Pikes is averaging 7.7 points and 6.3 rebounds per game while shooting 56.1 percent from the field in her role as sixth man. She also has 22 steals and 50 assists on the year. Her height (6′ 2″) and quickness also make her versatile.
“I think we’re just really confident we have someone like that,” said senior G Sam Quigley. “She’s a multiple position player so she can come in and play a post position if someone gets in foul trouble, or she can come in and play a guard position if someone’s struggling or anything like that. So it’s good to have a multi-dimensional player.”
Pikes’ attitude also helps keep the team loose, said Bruno. He called it “playing with a happy on.”
“It means you play with energy, you play with liveliness, you play with life,” Bruno said. “And it energizes everybody when you play with happy on, as opposed to playing with a surly disposition.”
Quigley said it is something the team tries to do-and Pikes embodies it, often flashing a big smile while playing.
“Yeah, I think that something we talk about is not getting down on yourself, and not getting [ticked] off if you missed a shot or something like that,” she said. “Taylor’s definitely someone who might miss a shot but she’d be running back down the court like, with this grin on her face.
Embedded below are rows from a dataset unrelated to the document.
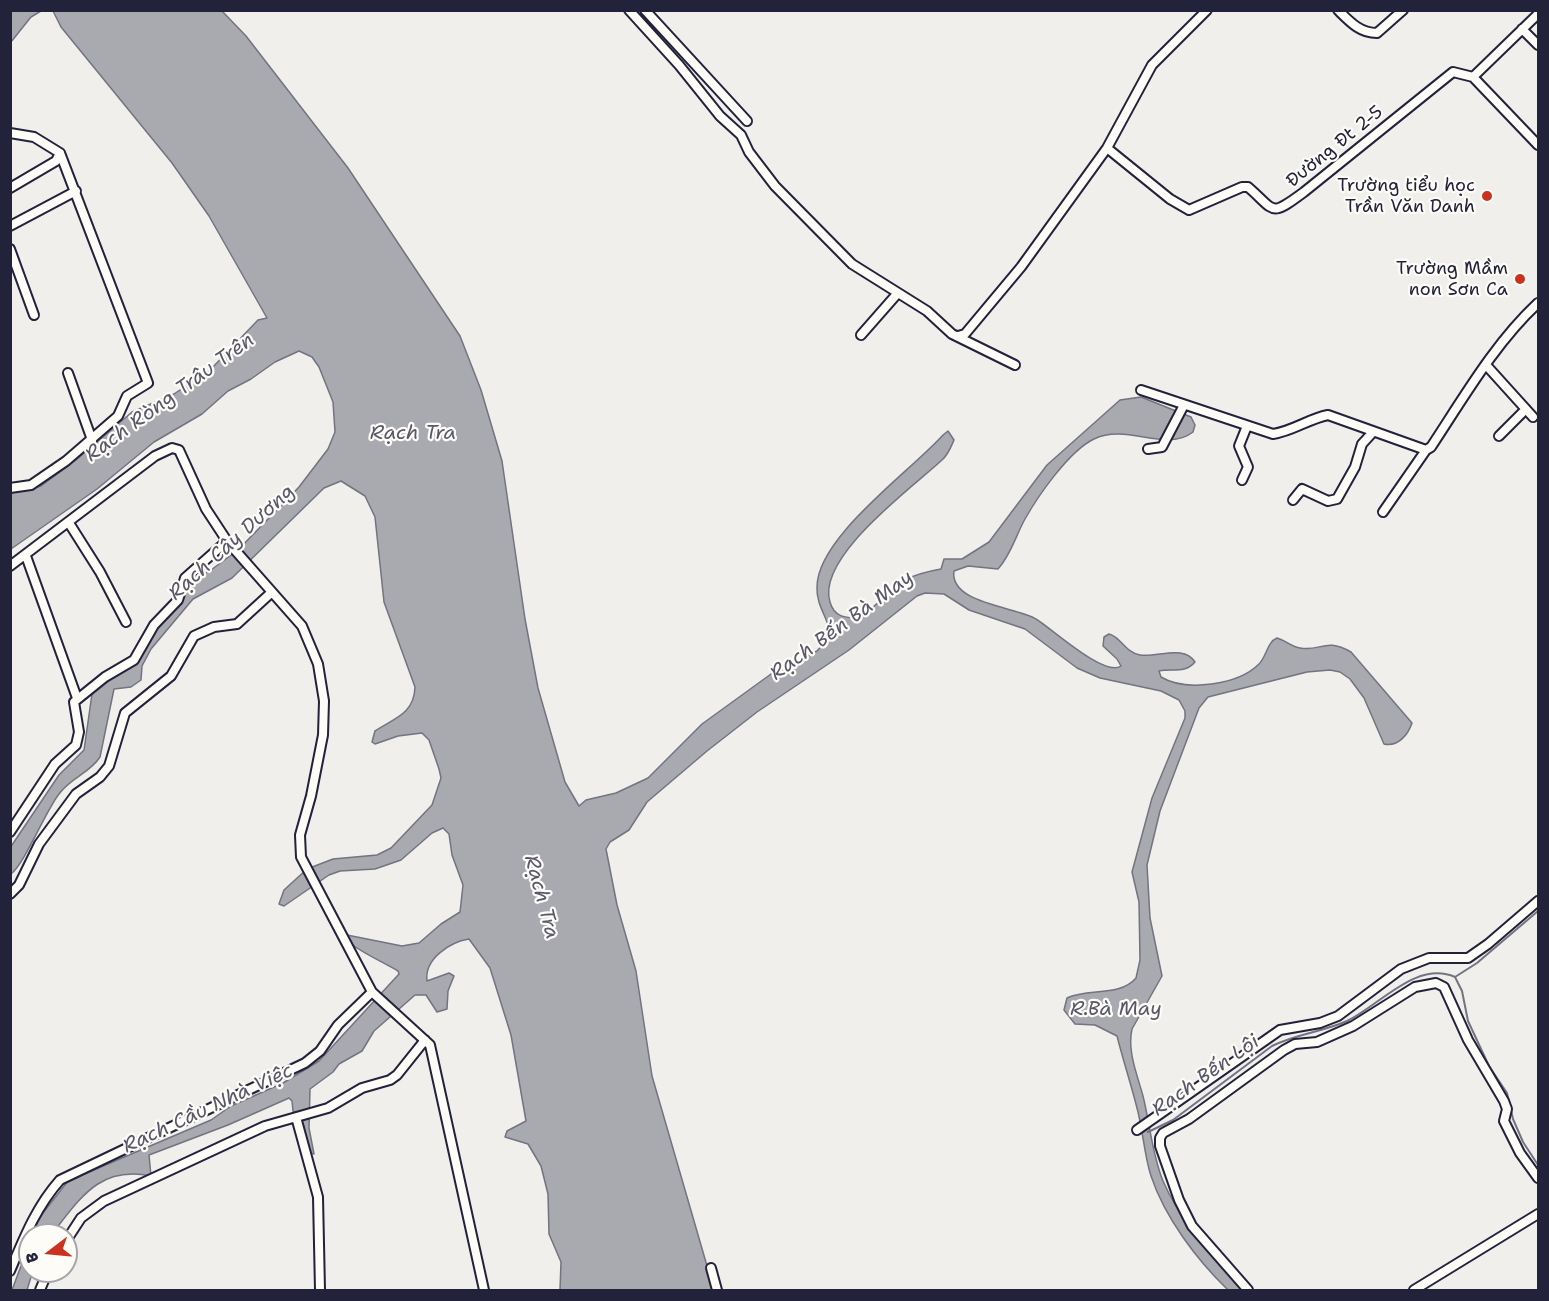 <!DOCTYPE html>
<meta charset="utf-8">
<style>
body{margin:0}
#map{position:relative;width:1549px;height:1301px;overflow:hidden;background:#f0efec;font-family:"Shantell Sans",sans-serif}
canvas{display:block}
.frame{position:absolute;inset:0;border:12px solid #22223b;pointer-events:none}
.north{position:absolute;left:18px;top:1223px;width:60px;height:60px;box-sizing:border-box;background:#fdfcf7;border:2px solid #a5a5ac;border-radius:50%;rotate:254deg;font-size:16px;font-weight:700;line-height:24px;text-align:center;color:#22223b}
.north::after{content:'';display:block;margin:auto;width:21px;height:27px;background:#c8321e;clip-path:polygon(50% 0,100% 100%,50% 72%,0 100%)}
</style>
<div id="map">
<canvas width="1549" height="1301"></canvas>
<div class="frame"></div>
<div class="north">B</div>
</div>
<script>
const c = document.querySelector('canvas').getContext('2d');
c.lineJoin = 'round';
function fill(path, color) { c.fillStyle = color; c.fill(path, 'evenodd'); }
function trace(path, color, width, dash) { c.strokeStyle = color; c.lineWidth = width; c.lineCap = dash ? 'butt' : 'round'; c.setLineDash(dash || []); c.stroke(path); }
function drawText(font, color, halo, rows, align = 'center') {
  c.font = font + ' "Shantell Sans",sans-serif'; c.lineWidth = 4.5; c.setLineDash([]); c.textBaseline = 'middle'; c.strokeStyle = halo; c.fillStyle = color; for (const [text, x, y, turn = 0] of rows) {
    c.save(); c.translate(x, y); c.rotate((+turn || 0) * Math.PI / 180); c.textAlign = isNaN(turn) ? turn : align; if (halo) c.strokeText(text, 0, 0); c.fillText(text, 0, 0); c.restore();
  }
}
const water = new Path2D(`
 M11 10 41 11 31 17 11 42Z
 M53 11H222L246 36 348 168 460 336 481 390 502 461 525 619 538 688 565 782 579 806 586 800 616 793 648 778 702 724 771 674 817 651 831 635C828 618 816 605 817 587 817 537 911 471 943 435L948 431 954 440C951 447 948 455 942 460 913 487 816 557 830 602 834 617 845 618 859 618 896 592 890 578 941 569L944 559H962L989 542 1047 465 1120 400 1141 397 1191 417 1195 425 1193 432C1166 453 1127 423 1094 439 1069 451 1038 496 1025 519 1016 535 1011 555 998 569L968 566 954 571C949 604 1018 607 1036 619 1051 628 1105 678 1121 666L1117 659 1103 646 1104 637 1109 634C1121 637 1126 653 1140 655 1157 658 1184 644 1195 662 1185 674 1172 668 1159 671L1161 677C1186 692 1238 685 1259 664 1267 656 1267 642 1277 638 1285 640 1292 647 1300 648 1321 652 1325 637 1351 652L1412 723C1408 735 1398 747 1384 744L1364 698 1350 679 1340 672 1330 670 1307 672 1208 697 1199 708 1160 811 1147 865 1150 918 1162 976 1132 1029C1127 1051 1137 1074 1143 1096 1150 1124 1152 1154 1163 1181 1181 1223 1215 1257 1245 1290H1228C1197 1260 1165 1218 1151 1176 1144 1154 1143 1130 1137 1108 1131 1084 1123 1060 1117 1036L1095 1025 1075 1024 1064 1010 1067 998C1088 988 1120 997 1136 978L1140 960 1139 902 1132 872 1152 798 1185 718V711L1179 700 1161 691 1100 678 1077 668 1025 629 969 610 944 594 925 593 917 596 849 650 757 712 707 751 647 802 629 830 610 842 606 849 617 905 636 971 652 1076 714 1290H560L561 1262 549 1234 548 1194 541 1166 528 1144 505 1137 507 1131 526 1121 511 1035 490 968 469 939C450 942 424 959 427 981L449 973 454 976 448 991 447 1009 437 1012 426 995H415L374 1031 362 1051 339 1064 333 1072 310 1089 309 1128 314 1154 310 1153 299 1117 293 1111 292 1101 289 1098 228 1125 149 1155 151 1176C99 1165 80 1199 51 1235H32L39 1218 68 1181 211 1120 231 1106 283 1083 319 1061 399 974 398 971C381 961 362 953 347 941V935L402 946 419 943 441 924 460 912 463 885 452 855 449 834 443 828 432 833 401 860 375 869 340 871 329 875 284 906 279 904 284 890 307 869 333 859 377 855 391 848 432 805 441 778 439 769 429 740 422 733 398 736 375 744 372 742 375 731C395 718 414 714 415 687L384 602 375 517 365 496 341 481 324 488 232 578 193 599 151 649 142 666 141 680 131 687 114 689 100 757C90 773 70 778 59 794 45 812 25 863 11 874L10 848 59 775 84 750 92 694 97 686 136 663 155 628 169 617 187 583 211 570 239 549 299 487 328 449 335 432 333 402 319 367 312 357 299 351 275 362 251 379 228 391 202 414 154 442 97 489 11 549V493L41 486 76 460 132 412 174 394 211 369 258 320 267 318 209 216 172 163 61 27Z
 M30 1242V1271H38L31 1277 27 1290H12Z`);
const stream = new Path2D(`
 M1455 977 1477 963 1538 911
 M1148 1132 1173 1120 1272 1046C1296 1034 1322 1032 1347 1021 1379 1006 1416 960 1455 977L1462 991 1468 1021 1489 1066 1507 1093 1513 1119 1523 1142 1538 1165`);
const minor = new Path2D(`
 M629 10 679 65 720 116 741 135 749 152 775 186 852 264 927 311 952 334 1015 365
 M645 10 747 121
 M1338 10C1350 22 1360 33 1377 33L1403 10
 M1522 29 1538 45
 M1473 77 1538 14
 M10 133 34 137 60 153 148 383 127 396 118 416 66 461 31 485 10 488
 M1107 148 1170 199 1189 210 1242 187H1248C1276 211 1269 218 1304 192L1453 72 1473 77 1538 145
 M10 188 56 161 60 153
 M10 226 76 191
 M10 249 34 315
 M861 335 897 294
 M958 336 965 334 1021 267 1107 148 1152 65 1207 10
 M1486 365 1533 417
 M68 373 92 440
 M1141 390 1273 434C1293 431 1308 419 1328 415L1426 450 1431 447C1464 397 1495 343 1538 303
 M1499 436 1526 409
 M1148 449 1162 447 1184 405
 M1242 480 1248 467 1239 446 1247 426
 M1293 500 1302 489 1328 501 1337 499 1355 467 1362 444 1373 432
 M1383 512 1426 450
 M69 523 100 572 126 622
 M26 556 77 698
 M10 566 155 456 172 448 179 450 206 509 227 541 302 626 318 664 324 701 323 735 311 796 300 835 301 857 372 992 430 1045 484 1290
 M10 832 55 764 76 745 79 732 74 702 105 677 134 660 154 625 178 600 185 578 227 541
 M10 894 19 885 39 844 76 794 100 777 109 766 125 713 171 676 194 636 214 627 237 624 272 592
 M296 1117 318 1197 320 1290
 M1137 1130 1280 1030 1320 1023 1338 1016 1401 969 1429 958H1468L1488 944 1538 901
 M66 1241 81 1218 104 1201 265 1126 328 1108 362 1088 390 1080 397 1075 425 1040
 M711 1268 717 1290
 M10 1271C24 1238 36 1207 60 1180L305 1063 320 1051 338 1025 372 992
 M40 1290 48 1271
 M1248 1290 1192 1226 1179 1200 1160 1146V1138L1163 1133 1189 1119 1284 1050 1295 1044 1317 1042 1353 1026 1415 987 1436 983 1444 987 1468 1040 1504 1101 1507 1109 1504 1121 1520 1153 1538 1178
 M1414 1290 1538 1214`);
const markers = [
 [1487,196,6,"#c8321e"],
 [1520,279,6,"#c8321e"]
];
const streetNames = [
 ["Đường Đt 2-5",1335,147,-39]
];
const poiNames = [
 ["Trường tiểu học",1475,186],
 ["Trần Văn Danh",1475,207],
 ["Trường Mầm",1508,269],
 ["non Sơn Ca",1508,290]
];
const waterNames = [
 ["Rạch Ròng Trâu Trên",170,398,-36],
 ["Rạch Tra",413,434],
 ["Rạch Cây Dương",232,543,-42],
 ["Rạch Bến Bà May",842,626,-36],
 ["Rạch Tra",541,897,75],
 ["R.Bà May",1116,1010],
 ["Rạch Bến Lội",1206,1076,-35],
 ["Rạch Cầu Nhà Việc",208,1109,-25]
];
fill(water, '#a9a9b0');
trace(water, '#737381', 1.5);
trace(stream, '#737381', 2);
trace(minor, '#22223b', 12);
trace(minor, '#fdfcf7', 8);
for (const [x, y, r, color] of markers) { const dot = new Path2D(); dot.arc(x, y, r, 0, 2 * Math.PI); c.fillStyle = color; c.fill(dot); trace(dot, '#fdfcf7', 2); }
drawText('18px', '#22223b', '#fdfcf7', streetNames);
drawText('18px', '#22223b', '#fdfcf7', poiNames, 'right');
drawText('italic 20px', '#58586a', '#fdfcf7', waterNames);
</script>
“It’s like, what are you smiling about?” she added, laughing.
For Pikes, there is plenty to be happy about. She used last year as a “getting-back season” she said, after having knee surgery that kept her out for most of the 2008-09 campaign.
Now, she has a vital role on a 24-3, top-10 team.
“We looked at her as a starter in the coach’s mind’s eye,” Bruno said. “We try to clearly explain to each player what their role is.If something happens to anybody, she’s equal to a starter. So even though she doesn’t start when the game starts, we consider Taylor a starter.”
When Bruno made her move to the bench permanent earlier this season, he made it clear that she would still be an important piece, and a player the team relied on. And she believed him.
“We were in like a team meeting, and he was going over the roles with each player,” Pikes said. “He told me, ‘We’re gonna bring you off the bench. You’re a starter in our mind’s eye.’ And when he said that, I automatically knew I was gonna play a lot. That was just a step up from last year, because last year I really didn’t play that much.
“So coming to be a starter in the mind’s eye and being a sixth man, it’s an honor.”
Just like being called a garbage player.